Il existe, évidemment, dans ce pays modèle, un droit du travail, mais celui-ci est extrêmement succinct : 400 articles seulement, contre plus de 4.000 en France. Et il n’y a pas de SMIG. La loi porte sur quelques points essentiels : égalité homme/femme, 45 heures maximum par semaine, et quatre semaines de congés payés par an. Il n’est pas obligatoire pour les employeurs de motiver les raisons d’un licenciement, la loi se bornant à lister les motifs de ruptures abusives : maladies, accidents, grossesses…. Et la loi fixe ce que sont les délais de rupture : 7 jours durant la période d’essai, un mois la première année, deux mois de la seconde à la neuvième année, puis trois mois ensuite. Et les indemnités de licenciement sont très exceptionnelles. Pour tout le reste, les conditions de travail sont négociées entreprise par entreprise en se référant, lorsqu’elles existent, à des Conventions collectives de groupes d’entreprises ou de branches. Ces CCT ne concernent en fait que la moitié seulement des salariés. Elles fixent des conditions plus avantageuses que celles résultant de la loi : une cinquième semaine de congé très souvent. Quant aux heures supplémentaires, elles sont compensées de diverses manières ; selon les cas il y a des rattrapages, et, éventuellement des compensations financières.

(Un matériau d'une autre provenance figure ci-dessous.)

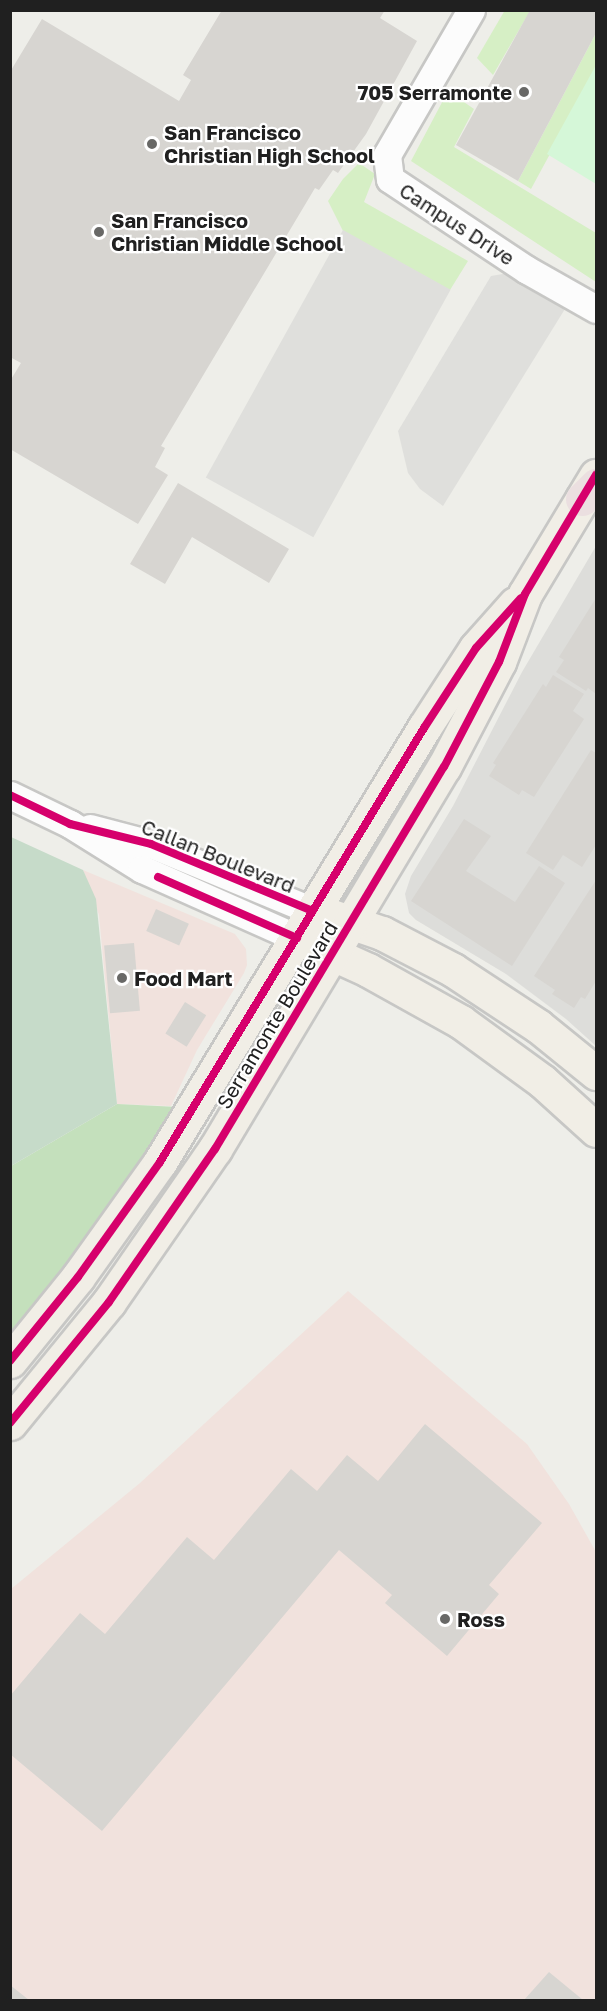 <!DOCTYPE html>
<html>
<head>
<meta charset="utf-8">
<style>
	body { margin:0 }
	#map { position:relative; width:607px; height:2011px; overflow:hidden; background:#eeeee9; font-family:"Golos Text",sans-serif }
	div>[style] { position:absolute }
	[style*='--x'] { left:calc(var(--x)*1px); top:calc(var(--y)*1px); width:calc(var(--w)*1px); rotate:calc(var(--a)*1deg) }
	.residential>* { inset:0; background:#ddddda }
	.commercial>* { inset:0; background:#f1e2dd }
	.grass>* { inset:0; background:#d6efc5 }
	.forest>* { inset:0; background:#c4e0bc }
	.cemetery>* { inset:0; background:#c6dbc9 }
	.park>* { inset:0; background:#d5f7d8 }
	.parking>* { inset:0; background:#dfdfdc; transform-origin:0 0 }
	.building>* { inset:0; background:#d7d5d1; transform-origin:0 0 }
	.roads { filter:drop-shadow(2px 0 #c7c7c5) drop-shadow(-2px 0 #c7c7c5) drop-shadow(0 2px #c7c7c5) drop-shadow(0 -2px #c7c7c5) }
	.minor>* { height:27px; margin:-13.5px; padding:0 13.5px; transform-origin:13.5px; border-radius:13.5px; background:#fcfcfc }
	.major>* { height:33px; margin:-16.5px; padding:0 16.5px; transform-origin:16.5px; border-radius:16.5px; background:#f1eee6 }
	.highway>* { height:33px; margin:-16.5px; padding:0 16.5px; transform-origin:16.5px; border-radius:16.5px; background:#ebdfe0 }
	.cycleway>* { height:8px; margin:-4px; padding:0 4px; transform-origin:4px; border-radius:4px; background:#d6006c }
	.dots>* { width:16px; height:16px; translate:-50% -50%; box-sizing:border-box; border:3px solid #fff; border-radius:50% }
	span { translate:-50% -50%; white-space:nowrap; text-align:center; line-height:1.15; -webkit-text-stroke:4.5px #fff; paint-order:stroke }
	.poi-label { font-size:20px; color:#202020; font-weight:700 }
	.right { translate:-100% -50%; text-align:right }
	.left { translate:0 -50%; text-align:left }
	.street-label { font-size:20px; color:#202020 }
	.frame { position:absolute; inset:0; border:12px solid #202020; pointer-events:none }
</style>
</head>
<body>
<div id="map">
	<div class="residential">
		<div style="clip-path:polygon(596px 546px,596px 1046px,566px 1019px,506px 974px,416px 920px,409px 913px,405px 894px,411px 876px,453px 806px,522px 672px)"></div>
	</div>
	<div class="commercial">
		<div style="clip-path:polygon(83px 870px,235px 934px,246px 949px,247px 965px,244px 973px,197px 1050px,171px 1106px,117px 1104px,99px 915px)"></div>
		<div style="clip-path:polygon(348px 1291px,527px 1444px,569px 1504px,596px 1552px,596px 2000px,11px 2000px,11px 1589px,140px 1483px)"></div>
	</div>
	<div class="grass">
		<div style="clip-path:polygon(505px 10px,530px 11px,493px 75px,477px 58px)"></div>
		<div style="clip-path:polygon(596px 33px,596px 69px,531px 189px,518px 181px)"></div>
		<div style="clip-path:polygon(448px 91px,474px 109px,454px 147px,596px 233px,596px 282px,411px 161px)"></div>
		<div style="clip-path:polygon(359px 163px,375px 174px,364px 202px,468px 261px,450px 290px,346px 237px,328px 201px,343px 179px)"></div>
	</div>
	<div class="forest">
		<div style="clip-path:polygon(117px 1104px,178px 1107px,150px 1153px,42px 1300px,11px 1337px,11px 1166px)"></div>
	</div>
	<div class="cemetery">
		<div style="clip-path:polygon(11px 837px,83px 870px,96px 899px,117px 1104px,11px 1166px)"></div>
	</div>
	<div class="park">
		<div style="clip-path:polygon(596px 65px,596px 184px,547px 154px)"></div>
	</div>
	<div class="parking">
		<div style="left:343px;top:230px;width:123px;height:283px;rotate:29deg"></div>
		<div style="clip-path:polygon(527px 270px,573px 296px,443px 506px,420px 489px,408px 473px,398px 431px,491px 276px)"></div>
	</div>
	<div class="building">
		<div style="clip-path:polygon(222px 10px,385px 10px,380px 18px,417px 41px,366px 134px,338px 173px,333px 170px,319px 190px,315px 188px,161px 446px,165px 448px,155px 467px,168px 475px,138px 524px,10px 449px,10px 381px,21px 363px,10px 357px,10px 72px,42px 19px,179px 101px,191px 80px,183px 75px)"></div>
		<div style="clip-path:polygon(530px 10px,596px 10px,596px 33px,518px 181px,456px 145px)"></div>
		<div style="clip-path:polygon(178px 483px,289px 549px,269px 583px,192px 537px,165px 584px,130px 564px)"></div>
		<div style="clip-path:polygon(596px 598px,596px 694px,588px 688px,586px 691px,556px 672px,564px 660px,559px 657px)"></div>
		<div style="clip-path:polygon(553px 675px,584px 694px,573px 711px,584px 719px,534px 797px,522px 790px,519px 795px,489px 776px,496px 765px,493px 763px,543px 684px,546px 687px)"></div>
		<div style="clip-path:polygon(591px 750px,596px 753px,596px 845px,582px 867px,563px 855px,553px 870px,526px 853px)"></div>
		<div style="clip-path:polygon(464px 819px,491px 836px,466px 871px,515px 902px,539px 866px,565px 883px,512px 966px,411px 901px)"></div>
		<div style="clip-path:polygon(596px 880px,596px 981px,585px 999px,581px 997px,574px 1008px,552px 994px,555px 990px,534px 976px)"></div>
		<div style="left:156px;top:909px;width:36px;height:24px;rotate:24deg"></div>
		<div style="left:134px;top:943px;width:68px;height:30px;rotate:85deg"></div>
		<div style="left:185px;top:1002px;width:25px;height:37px;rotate:32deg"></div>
		<div style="clip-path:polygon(425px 1424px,542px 1523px,489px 1585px,499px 1594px,447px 1656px,385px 1603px,392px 1595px,339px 1550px,102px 1831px,10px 1754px,10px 1696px,80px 1613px,105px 1634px,187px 1537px,214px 1560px,291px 1469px,317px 1491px,347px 1455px,378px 1481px)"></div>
		<div style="clip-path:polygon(549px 1972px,583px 2000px,524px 2000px)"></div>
		<div style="clip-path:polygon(10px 1985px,29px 2000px,10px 2000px)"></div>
	</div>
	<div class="roads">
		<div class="minor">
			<div style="--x:471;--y:10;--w:168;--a:120.1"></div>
			<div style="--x:387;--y:155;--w:24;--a:83"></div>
			<div style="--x:390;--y:179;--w:164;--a:33.6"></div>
			<div style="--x:527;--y:270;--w:79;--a:29.5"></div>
			<div style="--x:10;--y:795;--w:67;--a:25.8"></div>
			<div style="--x:70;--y:824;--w:85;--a:32"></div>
			<div style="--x:142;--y:869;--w:170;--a:24"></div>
			<div style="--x:90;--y:828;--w:63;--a:14.7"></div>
			<div style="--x:151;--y:844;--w:175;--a:22.5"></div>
		</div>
		<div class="major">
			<div style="--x:332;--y:916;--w:53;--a:18.8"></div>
			<div style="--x:382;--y:933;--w:80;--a:27.5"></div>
			<div style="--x:453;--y:970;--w:102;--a:33.4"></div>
			<div style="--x:538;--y:1026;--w:75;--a:39"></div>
			<div style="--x:313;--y:945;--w:60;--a:24.4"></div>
			<div style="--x:368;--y:970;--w:107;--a:29.2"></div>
			<div style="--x:461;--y:1022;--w:100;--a:36.1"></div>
			<div style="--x:542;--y:1081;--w:73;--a:42.2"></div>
			<div style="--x:10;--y:1361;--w:108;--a:-51"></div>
			<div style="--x:78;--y:1277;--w:141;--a:-54.5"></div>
			<div style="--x:160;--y:1162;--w:508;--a:-58.69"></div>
			<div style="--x:424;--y:728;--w:95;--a:-57"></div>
			<div style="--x:476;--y:648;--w:59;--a:-48.4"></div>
			<div style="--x:10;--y:1423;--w:156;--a:-50.7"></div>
			<div style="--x:109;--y:1302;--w:186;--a:-55.3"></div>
			<div style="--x:215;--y:1149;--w:445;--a:-59.1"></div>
			<div style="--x:444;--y:767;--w:119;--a:-62.4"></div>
			<div style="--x:499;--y:662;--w:73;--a:-69.1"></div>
			<div style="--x:525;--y:594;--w:138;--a:-59"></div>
		</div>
		<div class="highway">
			<div style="--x:582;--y:499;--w:20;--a:-45"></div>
		</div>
	</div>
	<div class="cycleway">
		<div style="--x:10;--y:795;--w:67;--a:25.8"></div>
		<div style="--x:70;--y:824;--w:83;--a:13.9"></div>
		<div style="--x:151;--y:844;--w:175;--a:22.5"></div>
		<div style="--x:158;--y:877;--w:152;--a:23.7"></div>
		<div style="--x:10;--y:1361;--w:108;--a:-51"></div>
		<div style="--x:78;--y:1277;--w:141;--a:-54.5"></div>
		<div style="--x:160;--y:1162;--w:508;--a:-58.69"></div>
		<div style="--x:424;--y:728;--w:95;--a:-57"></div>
		<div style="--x:476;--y:648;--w:67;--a:-48"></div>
		<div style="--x:10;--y:1423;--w:156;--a:-50.7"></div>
		<div style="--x:109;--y:1302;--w:186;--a:-55.3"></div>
		<div style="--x:215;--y:1149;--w:445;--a:-59.1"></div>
		<div style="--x:444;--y:767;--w:119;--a:-62.4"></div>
		<div style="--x:499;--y:662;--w:73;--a:-69.1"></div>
		<div style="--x:525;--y:594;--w:139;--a:-59.2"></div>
	</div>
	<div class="dots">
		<div style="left:524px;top:92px;background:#686866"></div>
		<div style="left:152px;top:144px;background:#686866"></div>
		<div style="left:99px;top:232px;background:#686866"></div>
		<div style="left:122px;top:978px;background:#686866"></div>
		<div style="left:445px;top:1619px;background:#686866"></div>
	</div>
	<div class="poi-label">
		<span class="right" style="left:512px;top:92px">705 Serramonte</span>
		<span class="left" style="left:164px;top:144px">San Francisco<br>Christian High School</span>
		<span class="left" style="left:111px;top:232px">San Francisco<br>Christian Middle School</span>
		<span class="left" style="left:134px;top:978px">Food Mart</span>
		<span class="left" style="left:457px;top:1619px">Ross</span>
	</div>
	<div class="street-label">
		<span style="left:457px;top:224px;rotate:33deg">Campus Drive</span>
		<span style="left:218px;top:856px;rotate:22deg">Callan Boulevard</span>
		<span style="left:277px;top:1015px;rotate:-59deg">Serramonte Boulevard</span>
	</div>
	<div class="frame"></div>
</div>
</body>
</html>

Pour ce qui est du syndicalisme, il constitue un cas spécifique en Europe. L’USS (Union des Syndicats Suisses), créée en 1880, a opté pour l’action réformiste, le communisme ayant été repoussé au lendemain de la première guerre mondiale. Ce syndicat qui est dominant a opté pour la recherche d’une convergence d’intérêts avec les employeurs. Cela a conduit à un modèle helvétique de partenariat social. Il existe également un second syndicat qui résulte de la fusion de la Confédération des Syndicats Chrétiens (CSC) et de la Fédération Suisse des Employés (FSE). Ces deux syndicats participent aux négociations pour l’établissement des conventions collectives, mais le taux de syndicalisation des salariés n’est que de 16 à 18%.
La Suisse nous fournit l’exemple d’un modèle très intéressant à faire connaître aux salariés français qui continuent, eux, à se cantonner dans une culture d’affrontement. La Charte d’Amiens, de 1906, est toujours l’ADN du syndicalisme français : elle a marqué la victoire du syndicalisme révolutionnaire dans notre pays.